**THE PROBLEM**
Scan the data. Collect each line that contains the word "controls".

:: SOURCE DATA

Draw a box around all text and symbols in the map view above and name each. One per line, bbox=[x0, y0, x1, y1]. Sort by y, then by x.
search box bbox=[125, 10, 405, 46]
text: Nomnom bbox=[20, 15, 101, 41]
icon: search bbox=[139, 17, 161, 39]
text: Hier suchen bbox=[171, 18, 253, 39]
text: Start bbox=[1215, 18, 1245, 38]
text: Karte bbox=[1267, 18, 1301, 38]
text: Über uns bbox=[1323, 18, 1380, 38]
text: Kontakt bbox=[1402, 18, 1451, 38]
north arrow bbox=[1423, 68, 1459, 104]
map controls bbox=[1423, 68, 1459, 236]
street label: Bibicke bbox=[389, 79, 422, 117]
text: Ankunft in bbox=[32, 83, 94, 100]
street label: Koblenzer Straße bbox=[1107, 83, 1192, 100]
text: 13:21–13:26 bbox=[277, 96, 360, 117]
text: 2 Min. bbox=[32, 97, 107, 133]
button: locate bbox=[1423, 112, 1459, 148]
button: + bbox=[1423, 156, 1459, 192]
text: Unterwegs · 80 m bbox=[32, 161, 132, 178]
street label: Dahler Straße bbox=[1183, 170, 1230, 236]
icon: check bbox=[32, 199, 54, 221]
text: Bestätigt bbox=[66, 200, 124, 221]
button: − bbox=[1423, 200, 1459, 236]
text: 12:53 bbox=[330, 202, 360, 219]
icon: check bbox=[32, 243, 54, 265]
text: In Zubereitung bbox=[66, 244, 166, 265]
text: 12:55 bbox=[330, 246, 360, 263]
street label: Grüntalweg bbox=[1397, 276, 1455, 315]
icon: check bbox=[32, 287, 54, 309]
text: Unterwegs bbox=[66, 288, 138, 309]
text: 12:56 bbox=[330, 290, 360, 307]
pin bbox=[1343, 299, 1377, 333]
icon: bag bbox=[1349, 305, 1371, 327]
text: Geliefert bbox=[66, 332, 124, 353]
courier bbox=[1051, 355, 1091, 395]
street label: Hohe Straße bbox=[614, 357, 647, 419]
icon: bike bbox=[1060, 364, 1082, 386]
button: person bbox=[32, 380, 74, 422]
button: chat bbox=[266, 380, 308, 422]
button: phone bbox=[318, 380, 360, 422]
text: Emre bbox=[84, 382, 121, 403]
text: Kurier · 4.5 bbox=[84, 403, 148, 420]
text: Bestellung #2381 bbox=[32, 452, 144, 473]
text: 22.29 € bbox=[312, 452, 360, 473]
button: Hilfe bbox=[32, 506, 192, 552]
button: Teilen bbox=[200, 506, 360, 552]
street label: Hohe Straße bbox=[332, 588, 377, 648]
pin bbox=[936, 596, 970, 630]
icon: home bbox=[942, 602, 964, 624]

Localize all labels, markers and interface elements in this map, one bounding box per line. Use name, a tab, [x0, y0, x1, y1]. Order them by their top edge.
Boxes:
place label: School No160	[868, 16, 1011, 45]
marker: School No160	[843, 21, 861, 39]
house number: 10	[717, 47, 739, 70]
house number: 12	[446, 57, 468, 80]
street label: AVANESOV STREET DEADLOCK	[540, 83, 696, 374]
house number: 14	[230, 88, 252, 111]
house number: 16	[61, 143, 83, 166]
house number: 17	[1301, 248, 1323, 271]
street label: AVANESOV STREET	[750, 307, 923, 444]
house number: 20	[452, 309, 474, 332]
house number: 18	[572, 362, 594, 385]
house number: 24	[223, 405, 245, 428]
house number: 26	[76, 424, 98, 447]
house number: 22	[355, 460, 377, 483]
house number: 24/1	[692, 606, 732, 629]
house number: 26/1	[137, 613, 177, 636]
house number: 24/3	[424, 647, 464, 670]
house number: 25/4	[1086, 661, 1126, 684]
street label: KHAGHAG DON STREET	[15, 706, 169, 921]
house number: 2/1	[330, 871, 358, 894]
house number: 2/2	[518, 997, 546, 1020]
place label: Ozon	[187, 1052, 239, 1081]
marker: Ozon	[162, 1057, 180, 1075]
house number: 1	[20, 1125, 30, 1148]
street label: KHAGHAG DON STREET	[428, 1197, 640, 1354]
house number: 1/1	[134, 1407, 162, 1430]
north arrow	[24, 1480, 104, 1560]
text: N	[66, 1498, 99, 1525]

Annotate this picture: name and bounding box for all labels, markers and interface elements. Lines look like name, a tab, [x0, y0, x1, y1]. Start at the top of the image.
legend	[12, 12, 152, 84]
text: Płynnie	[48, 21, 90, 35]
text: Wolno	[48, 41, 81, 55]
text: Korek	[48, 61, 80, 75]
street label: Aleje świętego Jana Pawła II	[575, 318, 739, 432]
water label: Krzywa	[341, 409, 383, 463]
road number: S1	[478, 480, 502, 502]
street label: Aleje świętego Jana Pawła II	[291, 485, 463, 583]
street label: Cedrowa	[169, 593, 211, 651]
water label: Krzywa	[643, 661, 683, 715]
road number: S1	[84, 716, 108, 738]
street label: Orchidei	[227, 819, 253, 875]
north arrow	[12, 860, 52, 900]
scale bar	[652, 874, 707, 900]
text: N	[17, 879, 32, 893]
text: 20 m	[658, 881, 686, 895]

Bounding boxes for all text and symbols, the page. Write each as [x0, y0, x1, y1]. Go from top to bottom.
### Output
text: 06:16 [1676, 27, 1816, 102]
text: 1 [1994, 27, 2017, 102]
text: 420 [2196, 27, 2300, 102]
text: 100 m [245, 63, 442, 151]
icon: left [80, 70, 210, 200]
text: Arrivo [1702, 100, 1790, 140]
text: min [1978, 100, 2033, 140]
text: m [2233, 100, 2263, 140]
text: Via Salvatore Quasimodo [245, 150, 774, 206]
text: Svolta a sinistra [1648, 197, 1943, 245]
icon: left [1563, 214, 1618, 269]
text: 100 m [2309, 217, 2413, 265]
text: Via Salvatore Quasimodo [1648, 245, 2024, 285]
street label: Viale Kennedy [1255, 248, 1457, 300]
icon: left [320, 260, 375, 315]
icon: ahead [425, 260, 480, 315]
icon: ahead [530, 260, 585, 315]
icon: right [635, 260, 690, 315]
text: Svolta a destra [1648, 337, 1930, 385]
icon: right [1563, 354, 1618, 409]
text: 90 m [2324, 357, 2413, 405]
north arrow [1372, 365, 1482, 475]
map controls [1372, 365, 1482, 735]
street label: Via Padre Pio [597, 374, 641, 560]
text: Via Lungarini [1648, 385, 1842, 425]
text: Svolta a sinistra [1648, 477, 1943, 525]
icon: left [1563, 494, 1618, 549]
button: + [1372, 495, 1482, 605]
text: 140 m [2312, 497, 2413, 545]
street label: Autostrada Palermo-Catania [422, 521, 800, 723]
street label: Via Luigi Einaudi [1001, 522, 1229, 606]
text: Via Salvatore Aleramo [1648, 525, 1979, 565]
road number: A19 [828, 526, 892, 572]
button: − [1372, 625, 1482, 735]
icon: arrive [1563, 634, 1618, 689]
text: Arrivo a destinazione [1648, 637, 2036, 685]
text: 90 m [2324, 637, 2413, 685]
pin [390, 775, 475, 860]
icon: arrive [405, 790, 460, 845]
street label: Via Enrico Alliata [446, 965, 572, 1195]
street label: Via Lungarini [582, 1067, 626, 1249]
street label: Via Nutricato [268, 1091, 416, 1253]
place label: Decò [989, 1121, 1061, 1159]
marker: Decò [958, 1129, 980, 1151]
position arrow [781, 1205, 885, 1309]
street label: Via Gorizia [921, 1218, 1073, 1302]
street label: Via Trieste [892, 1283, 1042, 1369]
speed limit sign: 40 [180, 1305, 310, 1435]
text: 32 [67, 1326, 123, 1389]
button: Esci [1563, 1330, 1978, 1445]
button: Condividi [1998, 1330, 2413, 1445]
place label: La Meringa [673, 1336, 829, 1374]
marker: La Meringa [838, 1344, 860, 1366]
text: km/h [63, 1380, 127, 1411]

::::

**EXERCISE ANSWER**
map controls bbox=[1423, 68, 1459, 236]
map controls [1372, 365, 1482, 735]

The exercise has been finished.